The 53 Pina has 54.5 and a headtube of 14.4, while the 54 Pina has ETT of 55 and headtube of 15.2.

I was originally looking at the 53, but now am thinking of the 54. A friend says that the 54 is a really big bike, and his partner who is 6'2" rides one. I am only 5'8" but with long legs. Inseam is 82.5cms [32.5 inches]. I think his partner rides a smaller frame for an aggressive fit, while I could have a relaxed fit on the same size.

No chance to try at all, and this will be a online purchase. Suggestions?

Is the 54 'really' that much bigger than a 53?

I live in India, cannot try a bike, have to buy online, and have no chance for a return.


----------



## crewman (Jan 29, 2004)

I would suggest looking at stack and reach numbers for both your current setup and the Pinarello. Pinarello bike sizing is very different as I normally ride a 57-58cm frame and I ride a 55cm Pinarello frame. 

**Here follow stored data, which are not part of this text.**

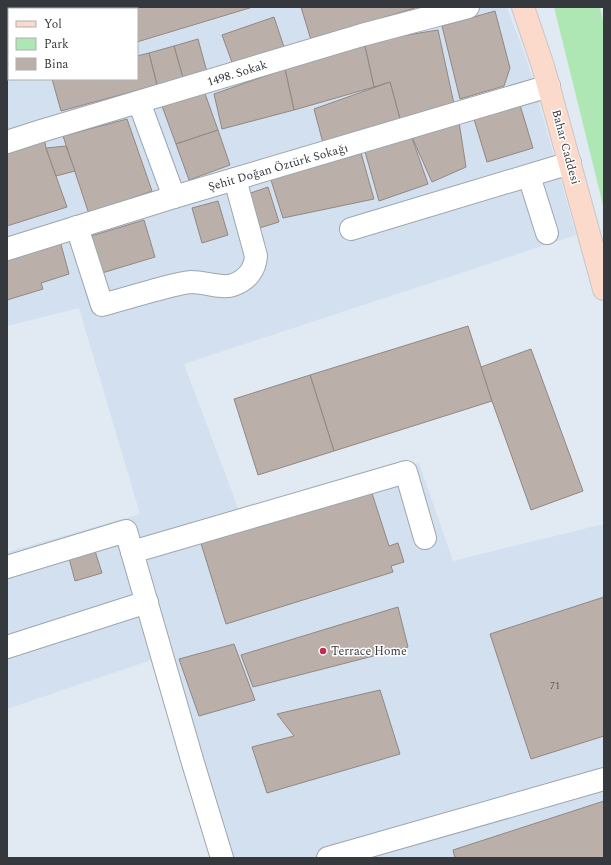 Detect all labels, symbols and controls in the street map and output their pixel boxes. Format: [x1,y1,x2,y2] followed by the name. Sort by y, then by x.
[8,8,138,80] legend
[44,15,62,34] text: Yol
[44,35,69,54] text: Park
[44,55,69,74] text: Bina
[205,55,270,92] street label: 1498. Sokak
[546,107,585,187] street label: Bahar Caddesi
[206,138,351,197] street label: Şehit Doğan Öztürk Sokağı
[331,642,407,661] place label: Terrace Home
[318,646,328,656] marker: Terrace Home
[550,678,560,694] house number: 71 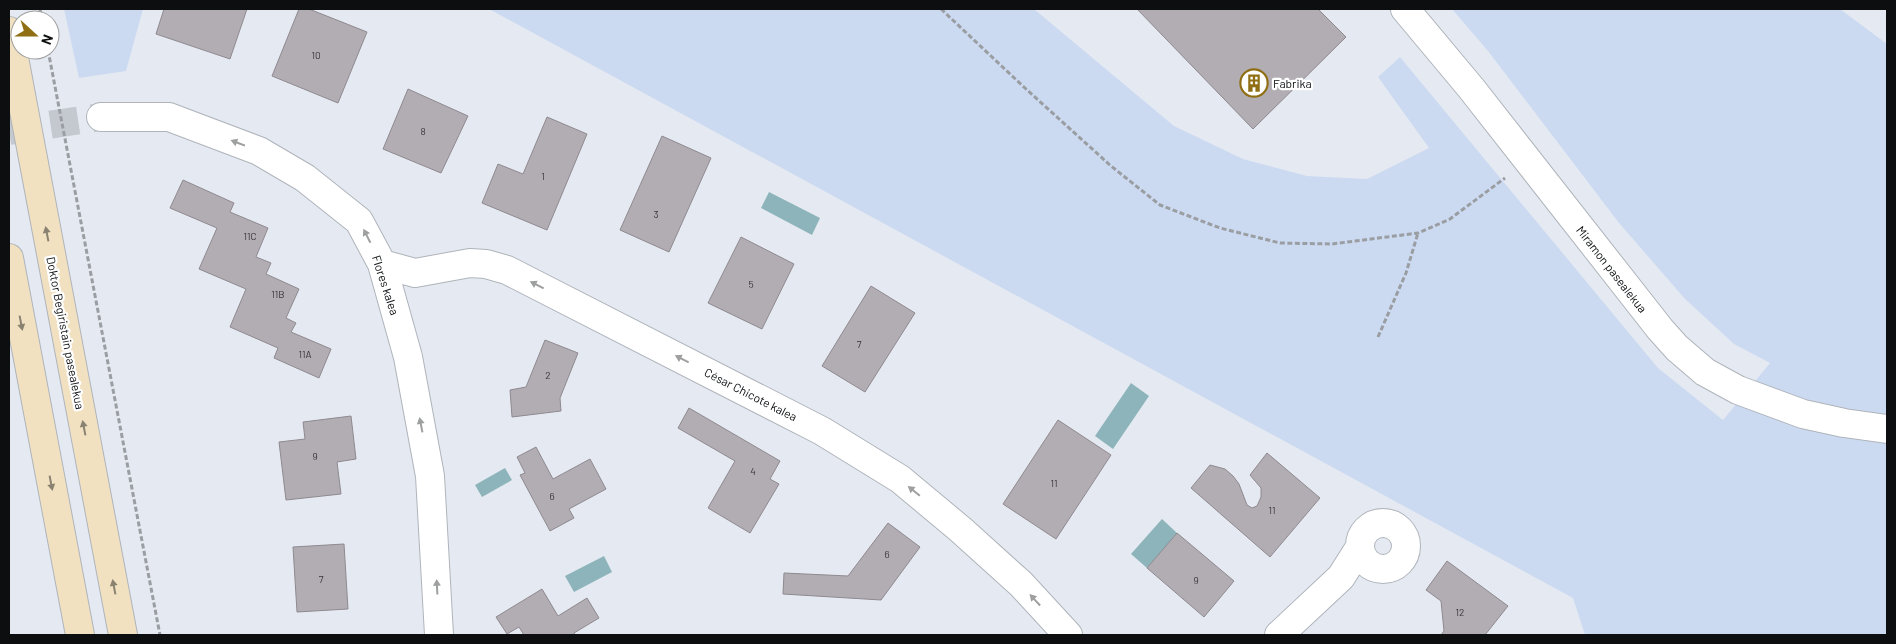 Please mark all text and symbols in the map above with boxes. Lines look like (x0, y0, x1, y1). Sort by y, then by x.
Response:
north arrow (10, 10, 60, 60)
text: N (38, 32, 57, 47)
house number: 10 (311, 49, 321, 61)
building icon: Fabrika (1239, 68, 1269, 98)
place label: Fabrika (1273, 76, 1312, 90)
house number: 8 (420, 125, 426, 137)
one-way arrow (230, 139, 245, 146)
house number: 1 (541, 170, 545, 182)
house number: 3 (653, 208, 659, 220)
street label: Miramon pasealekua (1574, 223, 1650, 315)
one-way arrow (43, 225, 51, 241)
one-way arrow (363, 229, 371, 243)
house number: 11C (243, 230, 257, 242)
street label: Flores kalea (370, 253, 402, 317)
street label: Doktor Begiristain pasealekua (44, 255, 88, 411)
house number: 5 (748, 278, 754, 290)
one-way arrow (530, 281, 544, 289)
house number: 11B (271, 288, 285, 300)
one-way arrow (17, 315, 25, 331)
house number: 7 (857, 338, 862, 350)
house number: 11A (298, 348, 312, 360)
one-way arrow (675, 355, 689, 363)
street label: César Chicote kalea (702, 365, 800, 423)
house number: 2 (545, 369, 551, 381)
one-way arrow (417, 418, 425, 433)
one-way arrow (80, 420, 88, 435)
house number: 9 (312, 450, 318, 462)
house number: 4 (750, 465, 756, 477)
one-way arrow (48, 475, 56, 491)
house number: 11 (1050, 477, 1058, 489)
one-way arrow (908, 486, 920, 497)
house number: 6 (549, 490, 555, 502)
house number: 11 (1268, 504, 1276, 516)
house number: 6 (884, 548, 890, 560)
house number: 7 (319, 573, 324, 585)
house number: 9 (1193, 574, 1199, 586)
one-way arrow (432, 578, 440, 594)
one-way arrow (110, 579, 118, 595)
one-way arrow (1029, 594, 1041, 606)
house number: 12 (1456, 606, 1464, 618)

Let us know what you are riding currently and maybe we can help more.


----------



## antihero77 (Jul 26, 2011)

i would go with the 53. It will fit you much better


----------



## masi85 (Feb 20, 2007)

I usually ride a 56 but with Pinarello I ride a 54. I am 5'11" (180cm) with a 82 cm inseam.


----------



## deepakvrao (Dec 18, 2008)

I'm 5'8" but my inseam is 82.5, and that's why I think I might be better suited for the 54. How are you guys measuring inseam?

Stack and reach of the Pinarello 54 is 555 and 384

Stack and reach of my old CAAD9 which fitted me well is 546 and 383. I had 30,, of spacers on the CAAD though.


----------



## deepakvrao (Dec 18, 2008)

masi85 said:


> I usually ride a 56 but with Pinarello I ride a 54. I am 5'11" (180cm) with a 82 cm inseam.


What size stem do uyou have on that 54?


----------



## masi85 (Feb 20, 2007)

120mm but I also use a zero setback seatpost.


----------



## Barts27 (Jul 17, 2011)

Can someone explain why the Pinarello frame sizes are different?
Maybe i don't get it, but when you compare two frames of different brands you only have to check HT (Headtube) and Top tube Lenght Center-Center horizontal to see if the frame will fit. With slooping frames you will see much more seatpost so you have to check if the seatpost is long enough with a traditional frame. Too much head tube spacers looks silly so why pick a smaller frame with more head tube spacers?

I Have the some "problem" as the topic starter. I will fit a size CC56 dogma but then I have too much Head tube spacers. Instead I think I should go for a CC57.5 with only 2 head tube spacers.


----------



## deepakvrao (Dec 18, 2008)

Got the 54, and it's a great fit. Happy I did not go the 53 route. Could have fitted the 53 too, but saddle would have been further back, and I would have needed one more spacer.


----------